Stored items:
________________________________________

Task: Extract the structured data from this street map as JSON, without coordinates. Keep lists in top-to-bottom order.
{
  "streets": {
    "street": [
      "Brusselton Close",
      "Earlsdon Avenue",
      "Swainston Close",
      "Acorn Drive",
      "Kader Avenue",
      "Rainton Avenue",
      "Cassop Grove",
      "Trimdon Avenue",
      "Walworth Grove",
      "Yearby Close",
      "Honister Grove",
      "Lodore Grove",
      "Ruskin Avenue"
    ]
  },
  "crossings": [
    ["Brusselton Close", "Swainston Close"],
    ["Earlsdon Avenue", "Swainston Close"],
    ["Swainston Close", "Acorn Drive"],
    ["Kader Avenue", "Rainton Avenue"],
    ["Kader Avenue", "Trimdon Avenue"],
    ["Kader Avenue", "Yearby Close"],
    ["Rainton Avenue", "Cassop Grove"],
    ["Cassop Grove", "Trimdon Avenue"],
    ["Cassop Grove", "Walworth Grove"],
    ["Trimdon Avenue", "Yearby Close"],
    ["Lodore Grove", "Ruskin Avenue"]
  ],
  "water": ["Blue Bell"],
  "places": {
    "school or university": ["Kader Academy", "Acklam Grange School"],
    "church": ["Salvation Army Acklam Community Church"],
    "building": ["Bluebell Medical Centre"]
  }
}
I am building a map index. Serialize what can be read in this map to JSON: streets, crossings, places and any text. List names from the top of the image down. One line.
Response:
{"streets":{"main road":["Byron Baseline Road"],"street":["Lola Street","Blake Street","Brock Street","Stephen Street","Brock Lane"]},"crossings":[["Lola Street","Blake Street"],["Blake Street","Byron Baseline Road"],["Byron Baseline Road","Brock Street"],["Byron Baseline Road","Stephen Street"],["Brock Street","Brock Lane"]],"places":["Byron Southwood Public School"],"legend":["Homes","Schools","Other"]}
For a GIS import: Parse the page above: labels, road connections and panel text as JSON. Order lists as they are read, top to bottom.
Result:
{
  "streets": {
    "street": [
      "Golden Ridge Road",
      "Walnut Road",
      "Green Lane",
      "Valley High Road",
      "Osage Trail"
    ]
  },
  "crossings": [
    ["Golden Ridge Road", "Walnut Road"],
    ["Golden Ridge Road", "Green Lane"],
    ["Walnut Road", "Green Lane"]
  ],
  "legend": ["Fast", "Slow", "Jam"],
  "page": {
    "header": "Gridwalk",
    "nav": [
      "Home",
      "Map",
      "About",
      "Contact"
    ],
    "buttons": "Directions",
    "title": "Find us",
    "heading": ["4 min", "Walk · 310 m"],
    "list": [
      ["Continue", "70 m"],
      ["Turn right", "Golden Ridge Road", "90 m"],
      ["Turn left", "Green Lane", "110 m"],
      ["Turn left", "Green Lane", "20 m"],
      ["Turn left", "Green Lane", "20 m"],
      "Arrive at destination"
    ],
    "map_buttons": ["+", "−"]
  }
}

________________________________________

● **BRIEF**: Repeat the entries exactly as they appear.

● **EXERCISE ANSWER**:
Task: Extract the structured data from this street map as JSON, without coordinates. Keep lists in top-to-bottom order.
{
  "streets": {
    "street": [
      "Brusselton Close",
      "Earlsdon Avenue",
      "Swainston Close",
      "Acorn Drive",
      "Kader Avenue",
      "Rainton Avenue",
      "Cassop Grove",
      "Trimdon Avenue",
      "Walworth Grove",
      "Yearby Close",
      "Honister Grove",
      "Lodore Grove",
      "Ruskin Avenue"
    ]
  },
  "crossings": [
    ["Brusselton Close", "Swainston Close"],
    ["Earlsdon Avenue", "Swainston Close"],
    ["Swainston Close", "Acorn Drive"],
    ["Kader Avenue", "Rainton Avenue"],
    ["Kader Avenue", "Trimdon Avenue"],
    ["Kader Avenue", "Yearby Close"],
    ["Rainton Avenue", "Cassop Grove"],
    ["Cassop Grove", "Trimdon Avenue"],
    ["Cassop Grove", "Walworth Grove"],
    ["Trimdon Avenue", "Yearby Close"],
    ["Lodore Grove", "Ruskin Avenue"]
  ],
  "water": ["Blue Bell"],
  "places": {
    "school or university": ["Kader Academy", "Acklam Grange School"],
    "church": ["Salvation Army Acklam Community Church"],
    "building": ["Bluebell Medical Centre"]
  }
}
I am building a map index. Serialize what can be read in this map to JSON: streets, crossings, places and any text. List names from the top of the image down. One line.
Response:
{"streets":{"main road":["Byron Baseline Road"],"street":["Lola Street","Blake Street","Brock Street","Stephen Street","Brock Lane"]},"crossings":[["Lola Street","Blake Street"],["Blake Street","Byron Baseline Road"],["Byron Baseline Road","Brock Street"],["Byron Baseline Road","Stephen Street"],["Brock Street","Brock Lane"]],"places":["Byron Southwood Public School"],"legend":["Homes","Schools","Other"]}
For a GIS import: Parse the page above: labels, road connections and panel text as JSON. Order lists as they are read, top to bottom.
Result:
{
  "streets": {
    "street": [
      "Golden Ridge Road",
      "Walnut Road",
      "Green Lane",
      "Valley High Road",
      "Osage Trail"
    ]
  },
  "crossings": [
    ["Golden Ridge Road", "Walnut Road"],
    ["Golden Ridge Road", "Green Lane"],
    ["Walnut Road", "Green Lane"]
  ],
  "legend": ["Fast", "Slow", "Jam"],
  "page": {
    "header": "Gridwalk",
    "nav": [
      "Home",
      "Map",
      "About",
      "Contact"
    ],
    "buttons": "Directions",
    "title": "Find us",
    "heading": ["4 min", "Walk · 310 m"],
    "list": [
      ["Continue", "70 m"],
      ["Turn right", "Golden Ridge Road", "90 m"],
      ["Turn left", "Green Lane", "110 m"],
      ["Turn left", "Green Lane", "20 m"],
      ["Turn left", "Green Lane", "20 m"],
      "Arrive at destination"
    ],
    "map_buttons": ["+", "−"]
  }
}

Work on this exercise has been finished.